Fetal birth weight is determined by gestational age, race, maternal height and weight and parity. Thus, the projected normal birth weight for an infant is determined by a combination of all of these factors (Fig. 4.9). The normal growth curve therefore varies in each infant and can only be determined by taking into account the history of each individual mother. From all these factors, a nomogram for growth can be calculated. Figure 4.9 has the nomogram constructed for Mrs Small that shows the 5th and 95th centile to be between 35 and 39 cm in fundal height at 41 to 42 weeks, whilst it is 37 to 42 cm for Mrs Average. Hence the same growth trajectory plotted in the Mrs Small’s nomogram shows the fetus to be growing within normal limits and the last plot shows the estimated fetal weight to be about 3.0 kg, but the same plots in Mrs Average’s nomogram results in a fetus that shows growth restriction with progress of gestation.

Fig. 4.9 Fetal weight and gestational age plotted on the basis of parity, maternal height and weight and ethnic group. (Courtesy of J. Gardosi.)

The characteristic appearance of the fetus at 12 weeks gestation is shown in Figure 4.10. The skin is translucent and there is virtually no subcutaneous fat so that the blood vessels in the skin are easily seen, but even at this stage the fetus reacts to stimuli. The upper limbs have already reached their final relative length and the external genitals are distinguishable externally but remain undifferentiated.

Fig. 4.10 At 12 weeks gestation, the fetus reacts to stimuli. The upper limbs reach their final relative length and the sex of the fetus is distinguishable externally.
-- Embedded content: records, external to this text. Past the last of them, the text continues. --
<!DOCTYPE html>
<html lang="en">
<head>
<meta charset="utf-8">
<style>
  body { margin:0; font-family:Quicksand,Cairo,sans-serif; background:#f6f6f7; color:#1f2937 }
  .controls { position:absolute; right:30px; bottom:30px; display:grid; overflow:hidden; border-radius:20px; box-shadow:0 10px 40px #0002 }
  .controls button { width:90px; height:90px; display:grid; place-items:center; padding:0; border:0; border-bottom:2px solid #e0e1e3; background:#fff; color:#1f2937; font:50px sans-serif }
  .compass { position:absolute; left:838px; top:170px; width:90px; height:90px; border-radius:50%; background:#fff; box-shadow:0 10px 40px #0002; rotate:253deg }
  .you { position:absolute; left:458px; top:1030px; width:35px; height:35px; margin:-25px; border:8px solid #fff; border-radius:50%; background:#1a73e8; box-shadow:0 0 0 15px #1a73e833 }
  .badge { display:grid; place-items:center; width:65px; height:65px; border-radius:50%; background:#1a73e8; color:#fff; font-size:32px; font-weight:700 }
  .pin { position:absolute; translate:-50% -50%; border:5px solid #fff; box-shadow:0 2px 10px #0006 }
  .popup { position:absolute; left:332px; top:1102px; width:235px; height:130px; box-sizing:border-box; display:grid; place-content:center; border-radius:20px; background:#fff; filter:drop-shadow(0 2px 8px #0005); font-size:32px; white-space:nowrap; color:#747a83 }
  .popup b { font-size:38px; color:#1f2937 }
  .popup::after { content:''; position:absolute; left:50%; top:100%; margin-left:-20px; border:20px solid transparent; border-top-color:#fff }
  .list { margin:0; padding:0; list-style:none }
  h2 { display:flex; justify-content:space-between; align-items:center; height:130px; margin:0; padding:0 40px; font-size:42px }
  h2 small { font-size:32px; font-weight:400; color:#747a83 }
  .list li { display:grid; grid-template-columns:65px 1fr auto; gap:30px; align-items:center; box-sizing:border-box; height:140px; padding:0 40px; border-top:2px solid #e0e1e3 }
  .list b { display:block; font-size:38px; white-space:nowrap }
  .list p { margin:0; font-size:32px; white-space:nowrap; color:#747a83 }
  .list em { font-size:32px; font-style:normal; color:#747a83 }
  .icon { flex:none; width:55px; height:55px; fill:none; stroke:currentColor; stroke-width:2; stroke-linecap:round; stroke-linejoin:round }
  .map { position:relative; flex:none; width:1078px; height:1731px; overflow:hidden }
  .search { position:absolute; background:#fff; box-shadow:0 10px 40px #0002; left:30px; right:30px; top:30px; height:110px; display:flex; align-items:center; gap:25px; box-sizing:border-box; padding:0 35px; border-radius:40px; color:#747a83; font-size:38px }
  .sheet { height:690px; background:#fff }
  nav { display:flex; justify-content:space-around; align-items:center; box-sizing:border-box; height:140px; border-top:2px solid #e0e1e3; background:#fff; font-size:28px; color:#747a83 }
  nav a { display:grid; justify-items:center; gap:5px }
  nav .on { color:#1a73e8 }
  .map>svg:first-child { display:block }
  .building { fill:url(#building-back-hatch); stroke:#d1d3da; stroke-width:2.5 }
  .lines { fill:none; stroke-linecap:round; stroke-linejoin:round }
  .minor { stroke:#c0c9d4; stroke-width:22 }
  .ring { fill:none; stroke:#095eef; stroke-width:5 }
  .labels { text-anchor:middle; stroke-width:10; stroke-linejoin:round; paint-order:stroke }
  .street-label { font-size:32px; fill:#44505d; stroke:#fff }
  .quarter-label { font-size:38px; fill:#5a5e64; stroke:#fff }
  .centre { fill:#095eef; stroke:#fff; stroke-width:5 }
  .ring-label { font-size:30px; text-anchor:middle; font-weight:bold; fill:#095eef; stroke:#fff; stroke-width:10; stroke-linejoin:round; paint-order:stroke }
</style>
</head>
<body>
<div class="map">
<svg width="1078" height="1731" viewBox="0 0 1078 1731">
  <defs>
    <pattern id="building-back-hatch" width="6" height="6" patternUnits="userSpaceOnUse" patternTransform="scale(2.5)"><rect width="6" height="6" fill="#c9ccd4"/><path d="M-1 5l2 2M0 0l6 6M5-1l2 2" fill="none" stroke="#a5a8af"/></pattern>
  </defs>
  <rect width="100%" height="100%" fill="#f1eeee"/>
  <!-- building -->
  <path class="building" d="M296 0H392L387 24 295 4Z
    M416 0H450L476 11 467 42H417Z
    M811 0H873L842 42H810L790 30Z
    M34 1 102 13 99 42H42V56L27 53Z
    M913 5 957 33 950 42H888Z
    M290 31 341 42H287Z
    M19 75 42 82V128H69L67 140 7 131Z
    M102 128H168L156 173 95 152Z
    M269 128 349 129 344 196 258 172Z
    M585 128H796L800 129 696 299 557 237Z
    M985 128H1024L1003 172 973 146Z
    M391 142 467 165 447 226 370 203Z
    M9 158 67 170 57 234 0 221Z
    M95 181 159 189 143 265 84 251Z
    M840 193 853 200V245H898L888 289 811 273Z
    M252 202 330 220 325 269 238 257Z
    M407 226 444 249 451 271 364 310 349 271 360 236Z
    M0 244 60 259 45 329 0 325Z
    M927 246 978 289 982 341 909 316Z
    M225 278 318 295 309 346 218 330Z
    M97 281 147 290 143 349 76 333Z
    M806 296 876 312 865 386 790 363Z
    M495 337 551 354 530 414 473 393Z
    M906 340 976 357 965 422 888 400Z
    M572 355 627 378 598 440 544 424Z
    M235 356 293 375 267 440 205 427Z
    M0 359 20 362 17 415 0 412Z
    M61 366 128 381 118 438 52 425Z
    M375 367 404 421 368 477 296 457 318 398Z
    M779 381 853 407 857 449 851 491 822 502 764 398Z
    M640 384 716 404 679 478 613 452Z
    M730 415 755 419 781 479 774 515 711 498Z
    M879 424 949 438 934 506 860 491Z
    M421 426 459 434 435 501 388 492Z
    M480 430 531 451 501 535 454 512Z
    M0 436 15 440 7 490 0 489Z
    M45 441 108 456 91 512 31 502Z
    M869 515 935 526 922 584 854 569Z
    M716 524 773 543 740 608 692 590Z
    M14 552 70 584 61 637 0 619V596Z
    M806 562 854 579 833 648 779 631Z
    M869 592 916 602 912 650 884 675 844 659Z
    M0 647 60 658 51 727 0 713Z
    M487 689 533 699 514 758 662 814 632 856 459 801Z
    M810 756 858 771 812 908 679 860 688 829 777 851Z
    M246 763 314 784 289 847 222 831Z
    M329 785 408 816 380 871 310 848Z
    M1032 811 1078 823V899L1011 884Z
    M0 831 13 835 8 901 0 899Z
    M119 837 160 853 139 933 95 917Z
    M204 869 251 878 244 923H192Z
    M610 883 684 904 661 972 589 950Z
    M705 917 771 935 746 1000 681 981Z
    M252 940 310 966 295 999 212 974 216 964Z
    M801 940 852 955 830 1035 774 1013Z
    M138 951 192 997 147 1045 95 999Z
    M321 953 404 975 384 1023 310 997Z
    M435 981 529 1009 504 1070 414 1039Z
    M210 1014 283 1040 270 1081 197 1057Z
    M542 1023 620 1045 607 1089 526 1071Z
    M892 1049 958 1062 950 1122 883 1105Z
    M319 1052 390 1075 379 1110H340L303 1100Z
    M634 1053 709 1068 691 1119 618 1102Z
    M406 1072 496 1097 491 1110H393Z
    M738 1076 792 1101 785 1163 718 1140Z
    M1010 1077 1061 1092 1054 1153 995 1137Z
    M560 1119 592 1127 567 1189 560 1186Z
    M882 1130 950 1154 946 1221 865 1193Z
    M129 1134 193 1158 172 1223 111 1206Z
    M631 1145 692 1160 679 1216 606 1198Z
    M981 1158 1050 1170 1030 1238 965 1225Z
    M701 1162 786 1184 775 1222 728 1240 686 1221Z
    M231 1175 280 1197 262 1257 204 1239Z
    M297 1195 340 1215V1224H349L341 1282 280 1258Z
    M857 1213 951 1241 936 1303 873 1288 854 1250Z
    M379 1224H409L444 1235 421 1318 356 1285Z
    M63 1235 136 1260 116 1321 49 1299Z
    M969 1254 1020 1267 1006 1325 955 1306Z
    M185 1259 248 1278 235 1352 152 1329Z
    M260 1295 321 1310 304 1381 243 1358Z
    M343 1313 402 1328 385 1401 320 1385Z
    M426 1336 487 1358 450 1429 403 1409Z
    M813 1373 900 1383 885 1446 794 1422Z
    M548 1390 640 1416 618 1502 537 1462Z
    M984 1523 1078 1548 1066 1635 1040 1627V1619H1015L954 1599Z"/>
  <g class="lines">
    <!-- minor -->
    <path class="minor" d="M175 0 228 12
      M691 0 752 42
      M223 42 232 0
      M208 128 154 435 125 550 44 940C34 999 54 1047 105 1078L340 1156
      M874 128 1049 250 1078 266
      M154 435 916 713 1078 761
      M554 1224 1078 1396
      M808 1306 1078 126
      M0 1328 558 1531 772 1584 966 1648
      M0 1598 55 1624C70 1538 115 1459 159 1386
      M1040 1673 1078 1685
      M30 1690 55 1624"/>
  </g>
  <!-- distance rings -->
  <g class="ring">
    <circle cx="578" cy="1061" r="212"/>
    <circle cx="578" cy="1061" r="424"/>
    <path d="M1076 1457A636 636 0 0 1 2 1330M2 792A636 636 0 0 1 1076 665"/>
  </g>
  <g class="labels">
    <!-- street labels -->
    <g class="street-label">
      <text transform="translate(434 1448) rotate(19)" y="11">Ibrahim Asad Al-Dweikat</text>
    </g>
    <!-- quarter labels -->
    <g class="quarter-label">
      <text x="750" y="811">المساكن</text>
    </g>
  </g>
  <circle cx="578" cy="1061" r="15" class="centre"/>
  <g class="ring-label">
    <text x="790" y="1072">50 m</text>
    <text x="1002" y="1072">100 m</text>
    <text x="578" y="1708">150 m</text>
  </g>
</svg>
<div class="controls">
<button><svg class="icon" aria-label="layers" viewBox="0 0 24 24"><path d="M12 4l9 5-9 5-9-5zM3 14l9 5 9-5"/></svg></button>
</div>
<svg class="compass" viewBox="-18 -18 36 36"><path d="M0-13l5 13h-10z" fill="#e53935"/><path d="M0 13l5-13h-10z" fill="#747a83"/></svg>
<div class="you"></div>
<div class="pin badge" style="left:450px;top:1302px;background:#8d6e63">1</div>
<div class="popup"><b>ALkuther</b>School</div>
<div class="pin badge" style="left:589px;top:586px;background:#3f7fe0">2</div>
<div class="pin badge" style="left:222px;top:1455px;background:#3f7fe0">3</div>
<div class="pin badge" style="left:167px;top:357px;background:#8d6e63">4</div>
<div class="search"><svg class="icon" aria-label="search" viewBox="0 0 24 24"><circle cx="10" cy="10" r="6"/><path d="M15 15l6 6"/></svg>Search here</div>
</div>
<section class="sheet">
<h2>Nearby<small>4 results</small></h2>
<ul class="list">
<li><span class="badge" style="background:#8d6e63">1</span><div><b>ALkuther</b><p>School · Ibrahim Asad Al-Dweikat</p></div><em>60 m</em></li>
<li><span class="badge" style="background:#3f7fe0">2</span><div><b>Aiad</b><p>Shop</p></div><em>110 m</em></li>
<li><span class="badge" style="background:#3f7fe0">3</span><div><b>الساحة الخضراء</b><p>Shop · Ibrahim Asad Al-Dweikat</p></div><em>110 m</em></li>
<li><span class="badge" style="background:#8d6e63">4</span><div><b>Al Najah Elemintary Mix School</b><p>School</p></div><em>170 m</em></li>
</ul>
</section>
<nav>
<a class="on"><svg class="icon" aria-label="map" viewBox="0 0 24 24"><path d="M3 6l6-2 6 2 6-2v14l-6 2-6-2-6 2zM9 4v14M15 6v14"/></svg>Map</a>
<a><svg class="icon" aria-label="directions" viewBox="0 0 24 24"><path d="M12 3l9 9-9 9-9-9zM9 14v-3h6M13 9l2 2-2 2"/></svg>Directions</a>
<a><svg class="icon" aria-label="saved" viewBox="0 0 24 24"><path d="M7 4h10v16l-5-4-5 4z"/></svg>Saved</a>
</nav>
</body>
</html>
By 16 weeks gestation (Fig. 4.11), the crown–rump length is 122 mm and the lower limbs have achieved their final relative length. The external genitalia can now be differentiated.

Fig. 4.11 At 16 weeks gestation, the crown–rump length is 122 mm. The lower limbs achieve their final relative length and the eyes face anteriorly.

By 24 weeks gestation (Fig. 4.12), the crown–rump length is 210 mm. The eyelids are separated, the skin is opaque but wrinkled because of the lack of subcutaneous fat, and there is fine hair covering the body. By 28 weeks, the eyes are open and the scalp is growing hair.